Serbia

History
534 wordsThe territory of present-day Serbia has been inhabited since prehistory, with the Lepenski Vir and Vinca cultures of the central Balkans providing some of the earliest evidence of settled life in Europe. By classical antiquity the region was home to Illyrian, Thracian, and Celtic populations, and from the first century BCE it was gradually absorbed into the Roman Empire, which organised the territory into provinces such as Moesia and Pannonia. Several Roman emperors, including Constantine the Great, were born in the area. After the empire's division the lands fell within the Eastern Roman, or Byzantine, sphere. South Slavic tribes settled the region in the sixth and seventh centuries, and over subsequent centuries gradually consolidated under local princes who accepted Christianity in the Byzantine rite during the ninth century.
A medieval Serbian state emerged in the twelfth century under the Nemanjic dynasty, founded by Stefan Nemanja around 1166. His son was canonised as Saint Sava and established an autocephalous Serbian Orthodox Church in 1219. The realm reached its zenith under Stefan Dusan, who was crowned emperor in 1346 and codified an extensive legal system. After his death the state fragmented, and Serbian forces were decisively weakened at the Battle of Kosovo in 1389. Over the following decades the Ottoman Empire absorbed the Serbian lands, and Ottoman rule persisted, with intervals of Habsburg control in the north, for roughly four centuries.
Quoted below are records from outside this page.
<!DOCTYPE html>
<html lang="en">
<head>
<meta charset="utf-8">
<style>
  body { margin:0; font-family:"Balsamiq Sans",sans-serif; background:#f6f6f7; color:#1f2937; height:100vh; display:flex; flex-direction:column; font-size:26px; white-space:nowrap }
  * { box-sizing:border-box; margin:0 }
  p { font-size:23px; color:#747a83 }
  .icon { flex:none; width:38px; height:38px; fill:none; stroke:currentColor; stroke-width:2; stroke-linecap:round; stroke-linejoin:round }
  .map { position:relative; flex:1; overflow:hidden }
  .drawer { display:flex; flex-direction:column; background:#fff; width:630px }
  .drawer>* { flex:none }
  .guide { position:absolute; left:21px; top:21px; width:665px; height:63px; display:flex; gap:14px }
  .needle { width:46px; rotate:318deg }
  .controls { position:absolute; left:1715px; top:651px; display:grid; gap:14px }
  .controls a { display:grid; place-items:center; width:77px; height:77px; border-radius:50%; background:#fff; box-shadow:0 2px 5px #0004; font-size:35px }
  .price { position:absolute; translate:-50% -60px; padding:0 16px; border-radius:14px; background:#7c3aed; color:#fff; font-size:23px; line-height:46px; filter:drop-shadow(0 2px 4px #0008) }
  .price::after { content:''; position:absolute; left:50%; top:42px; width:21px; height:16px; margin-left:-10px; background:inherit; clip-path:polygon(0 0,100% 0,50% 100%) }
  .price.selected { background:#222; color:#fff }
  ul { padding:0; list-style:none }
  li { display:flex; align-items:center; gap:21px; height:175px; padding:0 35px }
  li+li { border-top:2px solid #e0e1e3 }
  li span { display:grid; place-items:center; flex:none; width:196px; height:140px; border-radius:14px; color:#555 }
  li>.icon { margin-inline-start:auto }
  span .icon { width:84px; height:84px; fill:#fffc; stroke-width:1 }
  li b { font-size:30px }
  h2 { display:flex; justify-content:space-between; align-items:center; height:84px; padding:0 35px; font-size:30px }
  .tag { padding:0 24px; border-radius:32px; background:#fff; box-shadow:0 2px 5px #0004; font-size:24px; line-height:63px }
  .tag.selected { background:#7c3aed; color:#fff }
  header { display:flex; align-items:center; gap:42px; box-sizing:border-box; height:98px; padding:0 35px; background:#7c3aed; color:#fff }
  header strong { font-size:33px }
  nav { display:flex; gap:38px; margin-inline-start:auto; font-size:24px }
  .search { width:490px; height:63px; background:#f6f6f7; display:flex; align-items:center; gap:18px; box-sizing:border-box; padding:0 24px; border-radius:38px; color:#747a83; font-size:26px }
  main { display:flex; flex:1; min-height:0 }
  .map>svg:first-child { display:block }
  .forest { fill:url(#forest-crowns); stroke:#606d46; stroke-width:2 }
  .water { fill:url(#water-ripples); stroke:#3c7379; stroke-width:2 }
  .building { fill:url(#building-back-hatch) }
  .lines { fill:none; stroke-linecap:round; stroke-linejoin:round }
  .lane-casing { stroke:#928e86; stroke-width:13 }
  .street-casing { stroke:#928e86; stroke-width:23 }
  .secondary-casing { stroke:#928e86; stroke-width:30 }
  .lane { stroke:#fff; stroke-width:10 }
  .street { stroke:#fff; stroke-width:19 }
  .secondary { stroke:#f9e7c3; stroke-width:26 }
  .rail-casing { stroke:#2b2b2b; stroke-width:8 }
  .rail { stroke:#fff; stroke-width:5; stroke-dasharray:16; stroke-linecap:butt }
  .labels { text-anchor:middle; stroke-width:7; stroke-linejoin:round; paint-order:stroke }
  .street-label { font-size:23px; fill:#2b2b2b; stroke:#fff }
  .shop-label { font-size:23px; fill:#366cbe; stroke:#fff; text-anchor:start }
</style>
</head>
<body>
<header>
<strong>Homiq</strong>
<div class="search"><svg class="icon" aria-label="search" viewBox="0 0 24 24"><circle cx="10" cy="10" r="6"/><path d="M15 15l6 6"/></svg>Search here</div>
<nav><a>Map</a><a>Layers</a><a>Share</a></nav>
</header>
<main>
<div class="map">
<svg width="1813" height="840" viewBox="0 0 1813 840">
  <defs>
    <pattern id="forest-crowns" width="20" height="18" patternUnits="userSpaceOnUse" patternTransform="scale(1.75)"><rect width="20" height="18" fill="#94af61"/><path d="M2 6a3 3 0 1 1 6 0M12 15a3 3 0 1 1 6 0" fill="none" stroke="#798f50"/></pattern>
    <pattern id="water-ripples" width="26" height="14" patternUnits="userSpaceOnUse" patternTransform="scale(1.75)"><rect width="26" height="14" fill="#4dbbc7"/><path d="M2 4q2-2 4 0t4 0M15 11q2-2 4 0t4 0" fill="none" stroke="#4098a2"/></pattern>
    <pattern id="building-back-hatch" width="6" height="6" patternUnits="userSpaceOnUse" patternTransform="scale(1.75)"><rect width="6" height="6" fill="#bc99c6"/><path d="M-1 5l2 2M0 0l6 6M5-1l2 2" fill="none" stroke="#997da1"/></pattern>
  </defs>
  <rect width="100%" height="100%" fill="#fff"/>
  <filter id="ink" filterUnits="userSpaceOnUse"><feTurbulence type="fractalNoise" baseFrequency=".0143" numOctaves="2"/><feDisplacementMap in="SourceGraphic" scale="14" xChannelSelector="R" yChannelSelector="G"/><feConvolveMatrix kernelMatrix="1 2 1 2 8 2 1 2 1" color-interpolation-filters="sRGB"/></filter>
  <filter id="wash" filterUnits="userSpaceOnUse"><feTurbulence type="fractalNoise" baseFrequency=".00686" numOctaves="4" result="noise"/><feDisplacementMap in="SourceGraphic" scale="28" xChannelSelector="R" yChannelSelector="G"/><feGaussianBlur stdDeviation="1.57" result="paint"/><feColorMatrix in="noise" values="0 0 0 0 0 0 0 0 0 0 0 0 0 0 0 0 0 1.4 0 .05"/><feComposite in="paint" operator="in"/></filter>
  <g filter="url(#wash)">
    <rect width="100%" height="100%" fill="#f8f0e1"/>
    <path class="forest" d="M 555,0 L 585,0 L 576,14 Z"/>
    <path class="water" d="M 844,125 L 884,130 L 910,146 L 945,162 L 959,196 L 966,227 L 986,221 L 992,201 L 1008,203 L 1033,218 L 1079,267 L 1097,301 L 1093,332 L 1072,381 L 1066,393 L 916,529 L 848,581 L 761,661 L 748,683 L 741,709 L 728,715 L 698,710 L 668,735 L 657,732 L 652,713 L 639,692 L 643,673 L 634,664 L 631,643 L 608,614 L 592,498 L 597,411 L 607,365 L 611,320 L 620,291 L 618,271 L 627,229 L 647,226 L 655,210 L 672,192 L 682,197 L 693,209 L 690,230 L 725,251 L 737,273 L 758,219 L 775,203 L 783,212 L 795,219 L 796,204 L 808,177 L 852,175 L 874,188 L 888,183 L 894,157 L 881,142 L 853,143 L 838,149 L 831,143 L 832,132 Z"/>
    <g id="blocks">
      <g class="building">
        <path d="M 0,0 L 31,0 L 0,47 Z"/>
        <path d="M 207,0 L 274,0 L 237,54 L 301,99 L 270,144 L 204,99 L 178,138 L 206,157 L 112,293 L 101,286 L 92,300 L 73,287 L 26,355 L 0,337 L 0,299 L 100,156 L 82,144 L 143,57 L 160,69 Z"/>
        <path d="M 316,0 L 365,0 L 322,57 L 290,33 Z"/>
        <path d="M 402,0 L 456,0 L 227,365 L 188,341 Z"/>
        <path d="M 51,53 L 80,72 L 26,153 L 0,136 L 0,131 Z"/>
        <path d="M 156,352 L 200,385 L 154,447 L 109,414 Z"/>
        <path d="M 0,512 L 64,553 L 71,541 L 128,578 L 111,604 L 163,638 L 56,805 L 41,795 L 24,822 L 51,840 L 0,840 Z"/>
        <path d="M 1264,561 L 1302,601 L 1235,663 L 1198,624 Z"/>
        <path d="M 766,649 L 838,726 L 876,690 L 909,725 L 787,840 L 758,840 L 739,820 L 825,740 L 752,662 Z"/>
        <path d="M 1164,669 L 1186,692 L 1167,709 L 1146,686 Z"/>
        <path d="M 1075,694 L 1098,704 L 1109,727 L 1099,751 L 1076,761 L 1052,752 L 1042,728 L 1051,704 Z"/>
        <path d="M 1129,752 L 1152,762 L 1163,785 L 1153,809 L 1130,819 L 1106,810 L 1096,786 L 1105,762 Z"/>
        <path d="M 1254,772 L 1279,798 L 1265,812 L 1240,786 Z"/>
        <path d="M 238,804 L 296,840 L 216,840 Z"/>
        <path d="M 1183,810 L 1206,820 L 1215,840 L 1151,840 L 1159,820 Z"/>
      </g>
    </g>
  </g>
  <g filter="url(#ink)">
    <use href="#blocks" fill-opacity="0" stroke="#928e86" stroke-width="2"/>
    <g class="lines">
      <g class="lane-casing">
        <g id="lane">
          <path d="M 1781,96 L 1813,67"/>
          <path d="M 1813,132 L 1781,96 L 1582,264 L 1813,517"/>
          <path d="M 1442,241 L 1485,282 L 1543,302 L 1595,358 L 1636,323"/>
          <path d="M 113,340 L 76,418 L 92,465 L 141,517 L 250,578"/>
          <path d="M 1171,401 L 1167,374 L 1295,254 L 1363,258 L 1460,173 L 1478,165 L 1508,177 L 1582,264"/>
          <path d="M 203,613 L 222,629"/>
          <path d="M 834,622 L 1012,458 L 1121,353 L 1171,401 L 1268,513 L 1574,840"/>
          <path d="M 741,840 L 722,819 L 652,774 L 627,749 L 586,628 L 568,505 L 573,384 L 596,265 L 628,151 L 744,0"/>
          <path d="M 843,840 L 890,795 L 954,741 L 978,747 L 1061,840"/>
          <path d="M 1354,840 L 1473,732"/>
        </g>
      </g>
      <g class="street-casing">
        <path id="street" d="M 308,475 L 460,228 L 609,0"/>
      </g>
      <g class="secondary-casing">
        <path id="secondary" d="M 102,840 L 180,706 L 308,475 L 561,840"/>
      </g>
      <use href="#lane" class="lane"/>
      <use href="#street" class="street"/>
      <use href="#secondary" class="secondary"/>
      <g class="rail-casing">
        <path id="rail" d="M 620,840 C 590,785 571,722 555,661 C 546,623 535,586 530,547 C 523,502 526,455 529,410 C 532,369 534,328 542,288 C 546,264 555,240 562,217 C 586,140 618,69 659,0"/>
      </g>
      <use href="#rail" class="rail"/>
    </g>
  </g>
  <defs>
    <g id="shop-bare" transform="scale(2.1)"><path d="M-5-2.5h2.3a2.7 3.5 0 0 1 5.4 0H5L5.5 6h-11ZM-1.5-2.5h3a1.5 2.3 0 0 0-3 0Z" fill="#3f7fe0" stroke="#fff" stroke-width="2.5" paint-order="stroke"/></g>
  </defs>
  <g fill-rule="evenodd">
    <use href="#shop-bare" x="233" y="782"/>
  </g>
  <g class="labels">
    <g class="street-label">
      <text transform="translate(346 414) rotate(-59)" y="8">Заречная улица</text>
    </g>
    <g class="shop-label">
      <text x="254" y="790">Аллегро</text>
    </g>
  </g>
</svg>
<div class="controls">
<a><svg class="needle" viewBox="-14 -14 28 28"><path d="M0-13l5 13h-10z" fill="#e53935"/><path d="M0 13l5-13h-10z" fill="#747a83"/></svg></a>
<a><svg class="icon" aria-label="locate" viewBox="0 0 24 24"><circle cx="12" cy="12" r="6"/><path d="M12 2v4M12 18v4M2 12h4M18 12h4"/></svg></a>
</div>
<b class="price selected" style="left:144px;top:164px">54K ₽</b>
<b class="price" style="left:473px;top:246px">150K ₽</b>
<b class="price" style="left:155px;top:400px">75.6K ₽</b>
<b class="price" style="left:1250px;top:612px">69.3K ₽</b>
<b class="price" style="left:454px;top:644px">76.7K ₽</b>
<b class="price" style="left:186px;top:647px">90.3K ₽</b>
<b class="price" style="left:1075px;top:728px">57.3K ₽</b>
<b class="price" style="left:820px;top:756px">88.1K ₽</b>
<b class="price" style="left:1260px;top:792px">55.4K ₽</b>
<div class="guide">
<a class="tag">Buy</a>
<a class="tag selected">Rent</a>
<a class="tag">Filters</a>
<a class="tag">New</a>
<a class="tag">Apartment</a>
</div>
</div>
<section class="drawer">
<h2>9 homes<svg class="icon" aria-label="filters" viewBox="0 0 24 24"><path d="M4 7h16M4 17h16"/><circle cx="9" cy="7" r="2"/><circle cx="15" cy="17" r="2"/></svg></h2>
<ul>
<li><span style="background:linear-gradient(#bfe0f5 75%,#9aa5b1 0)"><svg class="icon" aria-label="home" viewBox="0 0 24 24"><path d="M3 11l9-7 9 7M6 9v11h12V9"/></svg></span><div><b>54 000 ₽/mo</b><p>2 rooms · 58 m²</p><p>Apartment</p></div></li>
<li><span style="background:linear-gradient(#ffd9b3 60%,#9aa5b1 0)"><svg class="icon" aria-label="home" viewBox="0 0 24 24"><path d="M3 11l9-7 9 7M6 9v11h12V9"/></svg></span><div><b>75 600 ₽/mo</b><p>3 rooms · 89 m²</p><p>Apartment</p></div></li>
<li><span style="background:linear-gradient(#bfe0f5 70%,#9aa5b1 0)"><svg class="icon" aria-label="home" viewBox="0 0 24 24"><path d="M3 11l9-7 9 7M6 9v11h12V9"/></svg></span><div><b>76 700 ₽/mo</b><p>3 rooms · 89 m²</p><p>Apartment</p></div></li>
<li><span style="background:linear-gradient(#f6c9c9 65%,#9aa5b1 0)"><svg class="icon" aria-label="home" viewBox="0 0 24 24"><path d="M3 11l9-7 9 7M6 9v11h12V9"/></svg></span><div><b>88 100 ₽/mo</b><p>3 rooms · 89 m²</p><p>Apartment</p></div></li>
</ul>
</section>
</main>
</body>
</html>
The First Serbian Uprising of 1804, led by Karadjordje, and the Second Uprising of 1815 under Milos Obrenovic produced an autonomous principality. Full international recognition of Serbian independence came at the Congress of Berlin in 1878, and the country was proclaimed a kingdom in 1882. The rivalry between the Karadjordjevic and Obrenovic dynasties shaped nineteenth-century politics. After the Balkan Wars of 1912 and 1913, Serbia expanded southward, and the assassination of Archduke Franz Ferdinand in Sarajevo in 1914 triggered the First World War, in which Serbia suffered catastrophic losses.
In 1918 Serbia joined the new Kingdom of Serbs, Croats and Slovenes, renamed Yugoslavia in 1929. Occupied and dismembered during the Second World War, the country was reconstituted in 1945 as the Socialist Federal Republic of Yugoslavia under Josip Broz Tito, with Serbia as one of six federal republics and including the autonomous provinces of Vojvodina and Kosovo. After Tito's death in 1980, economic strain and rising nationalism, intensified under Slobodan Milosevic from 1987, contributed to the violent dissolution of Yugoslavia in the 1990s, with wars in Croatia, Bosnia, and later Kosovo. NATO conducted an air campaign against the Federal Republic of Yugoslavia in 1999, and Kosovo was placed under United Nations administration.
Milosevic was removed from power in October 2000 following mass protests, and the federation was restructured as Serbia and Montenegro in 2003. Montenegro's independence in 2006 left Serbia as a sovereign successor state, and Kosovo declared independence in 2008, a status Serbia does not recognise although many states do. Serbia formally applied for European Union membership in 2009 and opened accession negotiations in 2014, while maintaining a policy of military neutrality outside NATO.
Serbia today is a parliamentary republic with a directly elected president, a unicameral National Assembly, and a government headed by a prime minister, operating under the constitution adopted in 2006.